Although most of the FJB-positive cells were found at the hippocampal dentate gyrus, there were small amounts of neuronal death also observed in other hippocampal subregions including CA1 , CA3, and the hilus. The densities of FJB-positive cells in these areas were 233 ± 146/mm ³ (CA1), 3863 ± 1045/mm ³ (CA3), and 1643 ± 771/mm ³ (hilus) in the controlled treated hippocampus. In the hippocampuses of DHF treated animals, the densities of FJB-positive cells in these areas were slight changes to 308 ± 53/mm (CAl), 3808 ± 504/mm ³ (CA3), and 1257 ± 226/mm ³ (hilus).
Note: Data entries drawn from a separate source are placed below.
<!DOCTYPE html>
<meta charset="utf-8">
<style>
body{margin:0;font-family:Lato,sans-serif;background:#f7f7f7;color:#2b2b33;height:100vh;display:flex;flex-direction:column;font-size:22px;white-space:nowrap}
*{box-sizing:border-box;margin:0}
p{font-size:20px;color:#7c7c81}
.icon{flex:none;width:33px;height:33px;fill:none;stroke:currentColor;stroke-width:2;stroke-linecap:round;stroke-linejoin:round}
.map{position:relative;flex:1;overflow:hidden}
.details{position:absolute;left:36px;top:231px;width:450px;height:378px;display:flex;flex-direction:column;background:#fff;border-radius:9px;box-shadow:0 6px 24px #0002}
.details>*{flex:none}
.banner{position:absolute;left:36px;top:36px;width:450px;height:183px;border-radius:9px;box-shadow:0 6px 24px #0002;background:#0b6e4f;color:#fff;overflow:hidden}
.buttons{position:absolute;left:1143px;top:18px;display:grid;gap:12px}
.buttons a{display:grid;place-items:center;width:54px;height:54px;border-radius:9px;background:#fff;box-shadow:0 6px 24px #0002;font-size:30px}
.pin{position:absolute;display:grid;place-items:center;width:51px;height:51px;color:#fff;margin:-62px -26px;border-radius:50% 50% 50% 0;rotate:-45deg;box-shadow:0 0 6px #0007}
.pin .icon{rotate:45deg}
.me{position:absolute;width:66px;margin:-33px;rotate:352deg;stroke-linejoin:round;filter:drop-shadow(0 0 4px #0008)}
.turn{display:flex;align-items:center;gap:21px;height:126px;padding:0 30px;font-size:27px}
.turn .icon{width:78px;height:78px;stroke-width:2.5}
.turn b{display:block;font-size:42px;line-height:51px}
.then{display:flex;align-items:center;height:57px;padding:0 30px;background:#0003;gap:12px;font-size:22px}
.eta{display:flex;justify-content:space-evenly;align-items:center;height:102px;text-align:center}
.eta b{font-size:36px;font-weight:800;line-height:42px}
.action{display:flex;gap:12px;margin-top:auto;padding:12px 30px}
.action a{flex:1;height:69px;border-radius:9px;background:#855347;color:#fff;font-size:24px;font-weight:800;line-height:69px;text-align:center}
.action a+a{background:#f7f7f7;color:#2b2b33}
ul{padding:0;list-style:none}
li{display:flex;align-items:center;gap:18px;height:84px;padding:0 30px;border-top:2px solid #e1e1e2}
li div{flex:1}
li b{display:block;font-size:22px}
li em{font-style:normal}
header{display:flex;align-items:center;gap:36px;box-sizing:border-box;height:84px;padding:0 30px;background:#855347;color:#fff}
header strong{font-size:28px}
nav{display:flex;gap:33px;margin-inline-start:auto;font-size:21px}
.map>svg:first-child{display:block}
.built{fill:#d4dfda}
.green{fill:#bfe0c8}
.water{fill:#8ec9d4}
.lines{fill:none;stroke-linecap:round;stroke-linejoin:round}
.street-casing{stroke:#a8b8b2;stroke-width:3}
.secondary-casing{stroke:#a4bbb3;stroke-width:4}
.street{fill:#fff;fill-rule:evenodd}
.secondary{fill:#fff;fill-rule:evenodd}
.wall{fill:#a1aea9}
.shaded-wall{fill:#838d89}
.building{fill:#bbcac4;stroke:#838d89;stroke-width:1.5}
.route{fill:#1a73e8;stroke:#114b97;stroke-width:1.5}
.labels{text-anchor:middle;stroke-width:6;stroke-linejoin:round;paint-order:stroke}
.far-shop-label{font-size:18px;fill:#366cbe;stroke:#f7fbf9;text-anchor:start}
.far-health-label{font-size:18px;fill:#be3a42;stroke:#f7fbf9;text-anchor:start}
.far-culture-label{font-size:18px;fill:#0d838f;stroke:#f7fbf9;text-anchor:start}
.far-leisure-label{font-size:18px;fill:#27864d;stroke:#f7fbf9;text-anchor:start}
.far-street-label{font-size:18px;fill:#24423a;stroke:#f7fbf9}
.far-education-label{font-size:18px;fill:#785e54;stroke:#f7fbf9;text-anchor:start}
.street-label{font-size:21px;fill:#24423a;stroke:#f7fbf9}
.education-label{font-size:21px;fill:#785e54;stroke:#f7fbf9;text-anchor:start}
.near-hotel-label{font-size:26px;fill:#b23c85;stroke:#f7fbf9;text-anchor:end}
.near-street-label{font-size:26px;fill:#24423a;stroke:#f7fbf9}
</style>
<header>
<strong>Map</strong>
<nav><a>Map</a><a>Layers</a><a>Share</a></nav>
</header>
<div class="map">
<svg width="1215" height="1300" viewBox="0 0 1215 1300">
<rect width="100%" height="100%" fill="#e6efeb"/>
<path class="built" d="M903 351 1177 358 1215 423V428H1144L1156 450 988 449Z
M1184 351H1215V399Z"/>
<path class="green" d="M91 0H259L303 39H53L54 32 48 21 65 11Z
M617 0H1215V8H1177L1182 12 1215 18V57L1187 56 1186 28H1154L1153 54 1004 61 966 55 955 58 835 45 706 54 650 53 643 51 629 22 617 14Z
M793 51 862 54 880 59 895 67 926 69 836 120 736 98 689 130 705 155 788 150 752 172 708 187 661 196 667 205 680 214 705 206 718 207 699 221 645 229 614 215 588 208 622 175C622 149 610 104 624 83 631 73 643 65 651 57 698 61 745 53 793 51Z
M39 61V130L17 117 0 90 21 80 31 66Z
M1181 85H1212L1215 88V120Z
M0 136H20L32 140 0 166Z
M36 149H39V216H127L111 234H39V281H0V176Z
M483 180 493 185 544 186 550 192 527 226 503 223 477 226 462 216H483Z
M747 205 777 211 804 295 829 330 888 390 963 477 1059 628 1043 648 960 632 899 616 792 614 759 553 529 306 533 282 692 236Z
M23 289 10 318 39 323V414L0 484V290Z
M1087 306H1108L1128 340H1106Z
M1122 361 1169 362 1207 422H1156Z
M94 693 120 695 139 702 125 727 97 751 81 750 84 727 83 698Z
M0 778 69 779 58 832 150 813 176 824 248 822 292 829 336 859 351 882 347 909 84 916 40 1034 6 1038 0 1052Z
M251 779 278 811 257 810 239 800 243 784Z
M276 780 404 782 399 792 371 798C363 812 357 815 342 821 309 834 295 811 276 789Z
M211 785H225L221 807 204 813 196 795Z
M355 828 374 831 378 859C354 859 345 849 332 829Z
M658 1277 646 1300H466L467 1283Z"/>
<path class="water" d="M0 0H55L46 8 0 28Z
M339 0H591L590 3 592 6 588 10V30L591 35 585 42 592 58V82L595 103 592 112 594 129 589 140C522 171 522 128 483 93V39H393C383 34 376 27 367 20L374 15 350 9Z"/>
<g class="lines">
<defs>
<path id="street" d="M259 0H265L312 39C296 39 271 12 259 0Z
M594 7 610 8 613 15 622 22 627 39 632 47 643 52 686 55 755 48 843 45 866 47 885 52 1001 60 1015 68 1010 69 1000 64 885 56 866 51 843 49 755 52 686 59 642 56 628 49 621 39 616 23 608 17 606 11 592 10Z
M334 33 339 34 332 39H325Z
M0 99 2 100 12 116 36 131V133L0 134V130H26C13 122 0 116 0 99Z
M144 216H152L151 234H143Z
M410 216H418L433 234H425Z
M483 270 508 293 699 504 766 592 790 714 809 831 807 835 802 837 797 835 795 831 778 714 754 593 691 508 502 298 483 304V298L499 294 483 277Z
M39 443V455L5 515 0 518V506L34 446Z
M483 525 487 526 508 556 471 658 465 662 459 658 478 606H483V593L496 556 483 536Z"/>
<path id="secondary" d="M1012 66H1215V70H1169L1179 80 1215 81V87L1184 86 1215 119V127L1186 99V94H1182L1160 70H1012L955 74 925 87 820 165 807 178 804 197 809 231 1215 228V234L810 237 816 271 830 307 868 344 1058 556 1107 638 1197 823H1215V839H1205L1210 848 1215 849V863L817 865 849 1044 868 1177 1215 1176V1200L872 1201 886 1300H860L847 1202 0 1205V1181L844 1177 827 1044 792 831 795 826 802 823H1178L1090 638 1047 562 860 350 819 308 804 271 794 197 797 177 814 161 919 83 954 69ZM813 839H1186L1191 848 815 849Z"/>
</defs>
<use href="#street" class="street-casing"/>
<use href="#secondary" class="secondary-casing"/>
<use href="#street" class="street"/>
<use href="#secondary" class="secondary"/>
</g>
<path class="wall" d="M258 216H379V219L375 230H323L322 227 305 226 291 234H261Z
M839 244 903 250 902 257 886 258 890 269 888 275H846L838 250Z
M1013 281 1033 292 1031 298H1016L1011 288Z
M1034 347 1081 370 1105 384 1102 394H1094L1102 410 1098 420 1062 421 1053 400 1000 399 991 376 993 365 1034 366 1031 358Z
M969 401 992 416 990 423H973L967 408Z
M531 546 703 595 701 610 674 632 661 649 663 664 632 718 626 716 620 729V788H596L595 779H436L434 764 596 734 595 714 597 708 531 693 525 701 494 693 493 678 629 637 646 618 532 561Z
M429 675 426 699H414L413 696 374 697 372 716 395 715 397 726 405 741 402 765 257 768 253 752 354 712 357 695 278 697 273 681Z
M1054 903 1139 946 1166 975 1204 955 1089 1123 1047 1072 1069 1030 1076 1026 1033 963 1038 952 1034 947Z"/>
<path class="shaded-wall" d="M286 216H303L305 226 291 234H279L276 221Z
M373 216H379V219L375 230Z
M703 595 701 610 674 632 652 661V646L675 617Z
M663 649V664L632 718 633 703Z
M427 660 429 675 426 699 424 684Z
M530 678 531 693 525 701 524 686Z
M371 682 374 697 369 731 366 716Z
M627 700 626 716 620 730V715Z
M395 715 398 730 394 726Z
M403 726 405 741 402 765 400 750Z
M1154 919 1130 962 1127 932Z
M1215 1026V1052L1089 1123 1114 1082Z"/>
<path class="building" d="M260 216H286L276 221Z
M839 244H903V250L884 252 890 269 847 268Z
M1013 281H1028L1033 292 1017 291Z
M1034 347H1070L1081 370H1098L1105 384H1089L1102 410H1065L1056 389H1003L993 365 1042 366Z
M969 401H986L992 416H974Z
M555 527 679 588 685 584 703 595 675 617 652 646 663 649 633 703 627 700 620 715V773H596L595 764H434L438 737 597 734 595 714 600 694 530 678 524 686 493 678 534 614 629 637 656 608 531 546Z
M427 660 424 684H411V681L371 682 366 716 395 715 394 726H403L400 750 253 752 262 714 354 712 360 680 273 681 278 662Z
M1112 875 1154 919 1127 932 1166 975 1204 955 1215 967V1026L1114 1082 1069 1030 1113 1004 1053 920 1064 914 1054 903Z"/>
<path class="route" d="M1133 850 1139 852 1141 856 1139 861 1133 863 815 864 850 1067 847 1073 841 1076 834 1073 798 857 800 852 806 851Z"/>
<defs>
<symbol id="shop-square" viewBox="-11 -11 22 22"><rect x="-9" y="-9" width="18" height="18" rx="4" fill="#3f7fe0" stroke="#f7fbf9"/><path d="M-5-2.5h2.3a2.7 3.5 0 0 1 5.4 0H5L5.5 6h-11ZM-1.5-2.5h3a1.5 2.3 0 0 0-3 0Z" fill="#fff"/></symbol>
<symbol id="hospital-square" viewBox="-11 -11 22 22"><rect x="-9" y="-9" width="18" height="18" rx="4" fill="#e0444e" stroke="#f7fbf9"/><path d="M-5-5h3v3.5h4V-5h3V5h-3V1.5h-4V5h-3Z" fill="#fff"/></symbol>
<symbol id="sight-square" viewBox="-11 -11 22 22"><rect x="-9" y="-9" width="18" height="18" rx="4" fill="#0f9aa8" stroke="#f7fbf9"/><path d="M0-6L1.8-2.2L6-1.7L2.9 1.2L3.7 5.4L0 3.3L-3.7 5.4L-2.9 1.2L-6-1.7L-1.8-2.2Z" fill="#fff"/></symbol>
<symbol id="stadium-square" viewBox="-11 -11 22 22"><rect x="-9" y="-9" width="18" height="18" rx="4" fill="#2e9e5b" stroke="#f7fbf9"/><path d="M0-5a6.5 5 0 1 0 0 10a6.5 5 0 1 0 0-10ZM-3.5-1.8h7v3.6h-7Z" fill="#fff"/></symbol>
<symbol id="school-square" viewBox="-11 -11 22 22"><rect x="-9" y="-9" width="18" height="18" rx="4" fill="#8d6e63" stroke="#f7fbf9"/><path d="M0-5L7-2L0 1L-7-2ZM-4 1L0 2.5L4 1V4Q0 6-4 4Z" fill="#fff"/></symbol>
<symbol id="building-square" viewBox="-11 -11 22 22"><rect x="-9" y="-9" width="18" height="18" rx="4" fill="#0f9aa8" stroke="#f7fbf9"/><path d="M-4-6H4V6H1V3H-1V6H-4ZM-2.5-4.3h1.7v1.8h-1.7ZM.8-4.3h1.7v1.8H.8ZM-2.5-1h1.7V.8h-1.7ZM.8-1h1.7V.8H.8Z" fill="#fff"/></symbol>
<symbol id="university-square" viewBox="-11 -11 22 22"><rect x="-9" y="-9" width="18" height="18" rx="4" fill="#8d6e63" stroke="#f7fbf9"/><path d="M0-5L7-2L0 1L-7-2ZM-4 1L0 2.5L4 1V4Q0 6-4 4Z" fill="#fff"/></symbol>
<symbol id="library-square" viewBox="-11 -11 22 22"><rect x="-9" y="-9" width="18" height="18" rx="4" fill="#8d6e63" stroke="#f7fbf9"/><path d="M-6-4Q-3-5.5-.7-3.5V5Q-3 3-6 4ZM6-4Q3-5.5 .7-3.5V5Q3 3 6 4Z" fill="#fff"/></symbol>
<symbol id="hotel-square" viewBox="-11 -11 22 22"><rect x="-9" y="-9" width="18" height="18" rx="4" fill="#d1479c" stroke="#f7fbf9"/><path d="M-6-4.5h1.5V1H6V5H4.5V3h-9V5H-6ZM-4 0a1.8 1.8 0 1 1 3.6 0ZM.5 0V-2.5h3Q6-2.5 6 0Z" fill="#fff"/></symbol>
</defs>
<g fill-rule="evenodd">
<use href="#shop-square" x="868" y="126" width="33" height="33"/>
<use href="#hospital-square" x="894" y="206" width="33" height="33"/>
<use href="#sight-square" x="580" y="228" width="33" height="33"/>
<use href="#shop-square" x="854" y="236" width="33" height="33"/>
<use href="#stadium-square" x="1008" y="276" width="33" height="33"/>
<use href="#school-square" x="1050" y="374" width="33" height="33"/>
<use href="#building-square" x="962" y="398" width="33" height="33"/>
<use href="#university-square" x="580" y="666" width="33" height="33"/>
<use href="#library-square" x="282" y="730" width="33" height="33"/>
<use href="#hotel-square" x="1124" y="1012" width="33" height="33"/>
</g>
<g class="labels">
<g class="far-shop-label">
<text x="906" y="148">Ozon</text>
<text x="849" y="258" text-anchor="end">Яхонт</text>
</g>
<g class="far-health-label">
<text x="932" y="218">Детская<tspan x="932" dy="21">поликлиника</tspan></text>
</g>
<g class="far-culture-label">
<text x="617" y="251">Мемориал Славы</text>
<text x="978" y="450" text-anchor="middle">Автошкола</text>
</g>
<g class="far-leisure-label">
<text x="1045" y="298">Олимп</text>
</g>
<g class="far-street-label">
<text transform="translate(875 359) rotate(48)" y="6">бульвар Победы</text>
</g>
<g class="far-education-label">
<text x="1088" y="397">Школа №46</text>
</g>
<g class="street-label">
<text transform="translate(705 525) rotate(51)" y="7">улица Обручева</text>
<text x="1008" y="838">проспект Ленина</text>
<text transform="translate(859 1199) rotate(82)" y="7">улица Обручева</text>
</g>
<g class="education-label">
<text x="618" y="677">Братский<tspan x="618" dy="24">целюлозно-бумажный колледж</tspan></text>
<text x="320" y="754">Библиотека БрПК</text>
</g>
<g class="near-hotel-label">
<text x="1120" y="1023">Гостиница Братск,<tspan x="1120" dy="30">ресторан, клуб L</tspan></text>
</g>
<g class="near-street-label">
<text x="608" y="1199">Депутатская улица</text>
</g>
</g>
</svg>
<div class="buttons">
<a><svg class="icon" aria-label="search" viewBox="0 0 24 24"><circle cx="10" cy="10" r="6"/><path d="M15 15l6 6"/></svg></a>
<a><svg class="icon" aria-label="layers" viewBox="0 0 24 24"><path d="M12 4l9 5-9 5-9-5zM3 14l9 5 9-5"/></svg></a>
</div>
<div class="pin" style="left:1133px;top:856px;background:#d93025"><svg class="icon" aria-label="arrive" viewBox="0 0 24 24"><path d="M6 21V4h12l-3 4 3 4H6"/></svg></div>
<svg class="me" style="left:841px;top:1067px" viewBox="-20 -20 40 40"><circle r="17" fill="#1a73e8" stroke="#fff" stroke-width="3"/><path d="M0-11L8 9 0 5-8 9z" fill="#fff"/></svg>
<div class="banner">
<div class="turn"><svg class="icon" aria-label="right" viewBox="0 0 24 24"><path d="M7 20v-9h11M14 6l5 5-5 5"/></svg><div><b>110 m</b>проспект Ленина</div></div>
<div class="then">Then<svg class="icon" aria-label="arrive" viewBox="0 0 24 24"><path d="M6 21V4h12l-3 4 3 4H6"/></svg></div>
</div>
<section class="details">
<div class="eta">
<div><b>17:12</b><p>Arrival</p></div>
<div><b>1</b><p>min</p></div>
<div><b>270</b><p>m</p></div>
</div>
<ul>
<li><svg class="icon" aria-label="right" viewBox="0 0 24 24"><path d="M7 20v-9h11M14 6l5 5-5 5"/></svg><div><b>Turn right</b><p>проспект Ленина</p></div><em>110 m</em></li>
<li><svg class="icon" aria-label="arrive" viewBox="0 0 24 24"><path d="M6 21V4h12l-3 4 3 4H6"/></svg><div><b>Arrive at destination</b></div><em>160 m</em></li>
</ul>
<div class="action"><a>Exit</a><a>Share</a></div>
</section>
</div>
To further determine the neuroprotective effect of DHF in immature neurons following TBI, DHF treatment of the immature neurons in the hippocampal dentate gyrus was evaluated. Brain sections from mice 24 hours after TBI or sham-operated mice were used to assess the newborn immature neurons in the hippocampal dentate gyrus. A brain section at the epicenter was selected to immunostain with antibody against Dcx, a marker for newborn immature neurons ( orzhevskii et al., 2006; Mullen et al., 1992). The newborn immature neurons at the dentate gyrus were stained in red (Figure 4). There were 187 ± 14 immature neurons at the epicenter section containing the dentate gyrus of sham-operated mice (Figure 4a and 4e). At 24 hours after TBI, this number decreased to 76 ± 4 without any treatment (Figure 4b and 4e), representing a 59.4% reduction. Whereas, the number of newborn immature neurons was 142 ± 9 in the DHF treated animals (Figure 4c and 4e), a reduction of 24.1%. The difference in cell death was 35.3% survived with DHF treatment that would have died, mainly from necrosis, without DHF treatment. These data indicate that one single injection of DHF protected newborn immature neurons from death following TBI.